[Collected data]
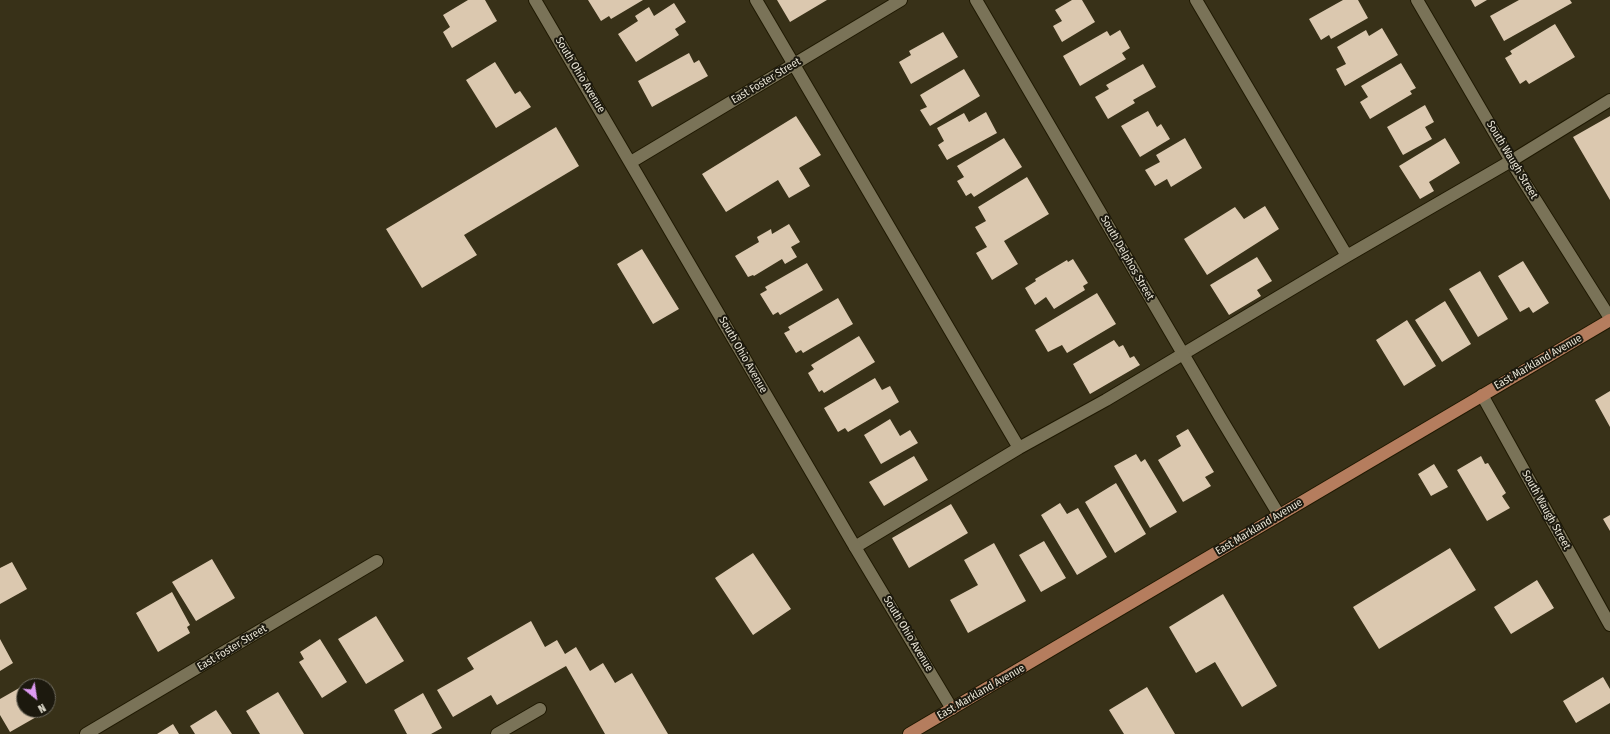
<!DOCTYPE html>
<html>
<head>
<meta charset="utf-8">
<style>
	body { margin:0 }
	#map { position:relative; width:1610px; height:734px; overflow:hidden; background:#383118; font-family:"Fira Sans Condensed",sans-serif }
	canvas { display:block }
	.north { position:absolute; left:16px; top:678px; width:40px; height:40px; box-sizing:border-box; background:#1c190e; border:1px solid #6e6a5e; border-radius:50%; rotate:150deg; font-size:11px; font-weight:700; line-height:16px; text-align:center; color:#e8e4d5 }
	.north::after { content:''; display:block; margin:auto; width:14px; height:18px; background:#dd99f3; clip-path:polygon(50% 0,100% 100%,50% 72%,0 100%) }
</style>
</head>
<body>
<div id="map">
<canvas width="1610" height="734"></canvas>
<div class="north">N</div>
</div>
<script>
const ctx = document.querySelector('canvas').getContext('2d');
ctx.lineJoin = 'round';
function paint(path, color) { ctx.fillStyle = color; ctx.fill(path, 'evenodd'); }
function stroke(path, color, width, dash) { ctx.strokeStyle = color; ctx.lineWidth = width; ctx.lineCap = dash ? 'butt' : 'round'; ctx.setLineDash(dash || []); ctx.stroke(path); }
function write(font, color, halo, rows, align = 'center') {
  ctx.font = font + ' "Fira Sans Condensed",sans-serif'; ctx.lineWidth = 4; ctx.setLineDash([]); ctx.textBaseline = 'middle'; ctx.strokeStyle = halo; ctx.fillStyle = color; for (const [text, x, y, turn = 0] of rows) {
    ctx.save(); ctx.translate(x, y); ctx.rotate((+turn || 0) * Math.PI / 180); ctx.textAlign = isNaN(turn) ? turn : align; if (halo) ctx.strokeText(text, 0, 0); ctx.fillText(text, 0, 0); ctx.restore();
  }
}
const building = new Path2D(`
	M468,0H485L497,21L452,48L443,32L450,27L443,15Z
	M588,0H643L611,19L609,16L601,21Z
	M777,0H827L790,22Z
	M1072,0H1082L1095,22L1062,42L1053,26L1062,21L1055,10Z
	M1343,0H1358L1368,18L1331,39L1329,35L1321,40L1309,19Z
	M1471,0H1487L1475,7Z
	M1519,0H1570L1572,3L1504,41L1490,16Z
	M674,3L686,22L675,29L679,35L636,62L618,34L638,21L635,16L649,7L654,16Z
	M1555,24L1575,57L1529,84L1526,80L1520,84L1505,58L1512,54L1510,51Z
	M1382,28L1398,55L1345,86L1336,69L1346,64L1337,47L1366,30L1369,36Z
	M1120,30L1130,48L1122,53L1126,59L1080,86L1063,56L1107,31L1110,36Z
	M943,32L958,57L911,84L899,62L911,55L909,51Z
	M689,53L694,63L699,60L708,76L652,107L638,81Z
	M495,62L515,94L520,91L531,107L496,128L466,80Z
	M1401,63L1416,88L1410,91L1412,94L1370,119L1360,102L1368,97L1361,86Z
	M1143,64L1156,87L1133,100L1135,103L1108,119L1095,97L1109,89L1106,85Z
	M964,69L980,96L930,126L920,110L927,107L920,95Z
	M1425,105L1434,122L1425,127L1432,139L1403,155L1387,127Z
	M1148,111L1157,127L1161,124L1170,139L1140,157L1121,126Z
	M986,112L997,133L947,160L938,145L944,141L937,128L964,113L969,122Z
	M796,116L821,155L799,168L810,186L789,198L778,180L726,212L702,174Z
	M1610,116V200L1573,137Z
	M556,127L579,166L464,235L477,255L422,288L386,229Z
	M1004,138L1022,167L974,197L971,193L966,196L957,181L964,177L957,166Z
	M1185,138L1202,168L1171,187L1167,179L1155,186L1145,170L1160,162L1156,155Z
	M1445,138L1460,163L1429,182L1434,191L1420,199L1399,166Z
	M1027,177L1049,214L1004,241L1018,264L992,280L976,253L987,247L975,227L986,221L978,207Z
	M1265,206L1279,229L1207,275L1184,239L1235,207L1244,219Z
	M789,224L800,242L791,247L797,257L785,264L782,259L754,276L753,275L748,277L735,256L759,242L757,237L771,229L772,234Z
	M642,249L679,309L653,324L617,264Z
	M1257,257L1272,281L1257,290L1261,296L1229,315L1210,285Z
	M1073,259L1088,283L1083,286L1085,290L1054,309L1046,297L1035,305L1025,288L1036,281L1035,279L1067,260L1068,262Z
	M1523,261L1549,303L1533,313L1529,307L1520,312L1498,276Z
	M807,263L823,290L780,315L778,312L773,315L760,294L767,290L765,287Z
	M1480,271L1508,319L1478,337L1449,289Z
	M1097,293L1116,324L1067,353L1062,345L1048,352L1035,330Z
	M838,298L853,324L803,353L801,350L796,353L784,333L790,330L788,327Z
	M1445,301L1471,344L1442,362L1415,320Z
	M1407,320L1436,366L1404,386L1376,340Z
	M859,336L875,362L824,393L822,390L819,392L808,373L814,369L811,365Z
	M1114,340L1119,347L1123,345L1130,358L1134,356L1140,365L1090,394L1073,364Z
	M875,378L882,390L890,386L899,402L848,432L845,428L838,432L824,408Z
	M1610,391V427L1595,400Z
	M890,419L900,436L910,430L918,443L881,464L864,435Z
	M1188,429L1214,472L1205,477L1211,486L1183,502L1158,460L1181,446L1176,436Z
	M1136,454L1141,462L1145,459L1177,512L1150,528L1114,466Z
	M914,456L928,480L884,506L869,482Z
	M1481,456L1485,464L1488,463L1506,493L1502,496L1510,508L1487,521L1457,470Z
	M1434,464L1448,487L1431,496L1418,474Z
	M1116,483L1146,534L1115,553L1085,502Z
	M1060,503L1067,514L1078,508L1107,557L1077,575L1041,515Z
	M951,504L968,533L909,568L892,538Z
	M1610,515V531L1603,519Z
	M1044,541L1066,578L1041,592L1019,555Z
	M994,543L1026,601L968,633L950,600L978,585L964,560Z
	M1450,548L1476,590L1379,649L1353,607Z
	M753,553L791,609L753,635L715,578Z
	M212,559L235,598L196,621L172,582Z
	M12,562L27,589L0,604V568Z
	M1537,580L1554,608L1511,634L1494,607Z
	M172,592L190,625L187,627L190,633L158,652L136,613Z
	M1223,594L1277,686L1242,707L1215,662L1196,673L1169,627Z
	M376,616L404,661L366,684L338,639Z
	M531,621L545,647L557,640L565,654L576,647L590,671L603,663L615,683L632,673L668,734H605L566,666L497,705L491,695L453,717L437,690L474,669L467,658Z
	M0,639L13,663L0,671Z
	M320,639L347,682L322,698L299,662L304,659L300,652Z
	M1603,677L1610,689V703L1576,723L1563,701Z
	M28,683L30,686H24V710H43L45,712L10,732L0,715V699Z
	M1147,687L1175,734H1124L1109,710Z
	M278,692L304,734H260L246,711Z
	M423,693L442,728L431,734H407L394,710Z
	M216,710L232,734H195L190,726Z
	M173,724L179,734H157Z`);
const lane = new Path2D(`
	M756,0L1019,448
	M1196,0L1347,256
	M855,547L1019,448L1106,400L1347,256L1511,161L1610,100
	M497,734L540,709`);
const street = new Path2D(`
	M535,0L855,547L952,709
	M976,0L1220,417L1279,515
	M1417,0L1511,161L1610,318
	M631,162L901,0
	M1482,395L1610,625
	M86,734L377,561`);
const primary = new Path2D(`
	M909,734L1610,320`);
const streetNames = [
	["South Ohio Avenue",580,75,59],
	["East Foster Street",766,81,-31],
	["South Waugh Street",1512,160,59],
	["South Delphos Street",1127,258,60],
	["South Ohio Avenue",743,355,60],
	["East Markland Avenue",1538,362,-30],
	["South Waugh Street",1546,510,61],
	["East Markland Avenue",1259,527,-31],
	["South Ohio Avenue",908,634,59],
	["East Foster Street",232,648,-31],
	["East Markland Avenue",981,692,-30]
];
paint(building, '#dbc8af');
stroke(lane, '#1f1902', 14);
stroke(street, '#1f1902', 14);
stroke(primary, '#1f1902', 14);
stroke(lane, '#7a7358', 12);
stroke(street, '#7a7358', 12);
stroke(primary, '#b57d5e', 12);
write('11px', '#e8e4d5', '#1c190e', streetNames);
</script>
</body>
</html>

» **WHAT IS EXPECTED**
Begin with the first line of the records and repeat every line up to the one with "function paint(path, color)", counting that line too. Pictures are not part of the copy.

» **THE COMPLETED TASK**
<!DOCTYPE html>
<html>
<head>
<meta charset="utf-8">
<style>
	body { margin:0 }
	#map { position:relative; width:1610px; height:734px; overflow:hidden; background:#383118; font-family:"Fira Sans Condensed",sans-serif }
	canvas { display:block }
	.north { position:absolute; left:16px; top:678px; width:40px; height:40px; box-sizing:border-box; background:#1c190e; border:1px solid #6e6a5e; border-radius:50%; rotate:150deg; font-size:11px; font-weight:700; line-height:16px; text-align:center; color:#e8e4d5 }
	.north::after { content:''; display:block; margin:auto; width:14px; height:18px; background:#dd99f3; clip-path:polygon(50% 0,100% 100%,50% 72%,0 100%) }
</style>
</head>
<body>
<div id="map">
<canvas width="1610" height="734"></canvas>
<div class="north">N</div>
</div>
<script>
const ctx = document.querySelector('canvas').getContext('2d');
ctx.lineJoin = 'round';
function paint(path, color) { ctx.fillStyle = color; ctx.fill(path, 'evenodd'); }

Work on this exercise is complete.